-------- AVAILABLE DATA --------

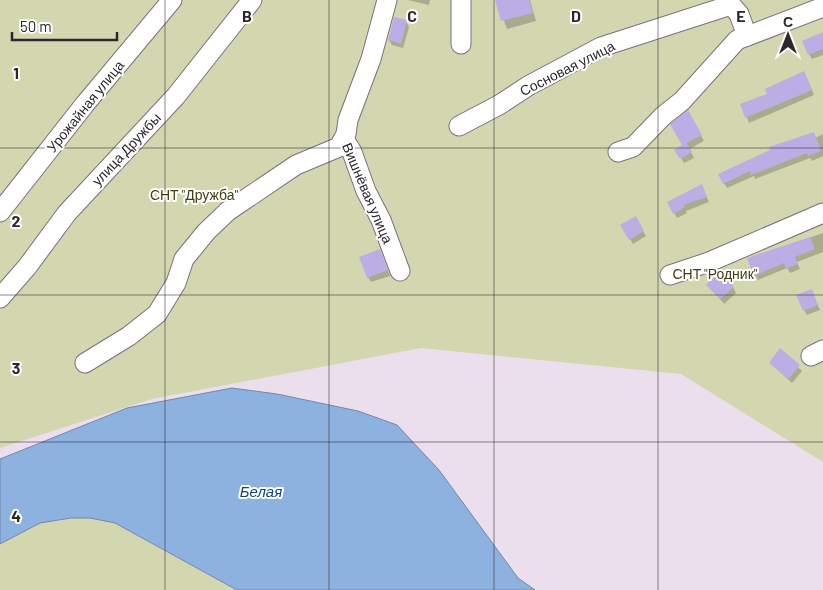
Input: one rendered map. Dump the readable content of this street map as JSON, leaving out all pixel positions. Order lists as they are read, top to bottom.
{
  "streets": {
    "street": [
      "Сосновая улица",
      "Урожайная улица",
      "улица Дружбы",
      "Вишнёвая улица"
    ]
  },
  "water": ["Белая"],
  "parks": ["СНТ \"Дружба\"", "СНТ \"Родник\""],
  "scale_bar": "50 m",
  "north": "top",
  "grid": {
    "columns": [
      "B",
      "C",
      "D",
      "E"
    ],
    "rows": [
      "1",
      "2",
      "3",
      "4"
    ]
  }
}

--------

What you hand back should match the entries above exactly, except that no picture appears.

- _FINISHED TASK_
Input: one rendered map. Dump the readable content of this street map as JSON, leaving out all pixel positions. Order lists as they are read, top to bottom.
{
  "streets": {
    "street": [
      "Сосновая улица",
      "Урожайная улица",
      "улица Дружбы",
      "Вишнёвая улица"
    ]
  },
  "water": ["Белая"],
  "parks": ["СНТ \"Дружба\"", "СНТ \"Родник\""],
  "scale_bar": "50 m",
  "north": "top",
  "grid": {
    "columns": [
      "B",
      "C",
      "D",
      "E"
    ],
    "rows": [
      "1",
      "2",
      "3",
      "4"
    ]
  }
}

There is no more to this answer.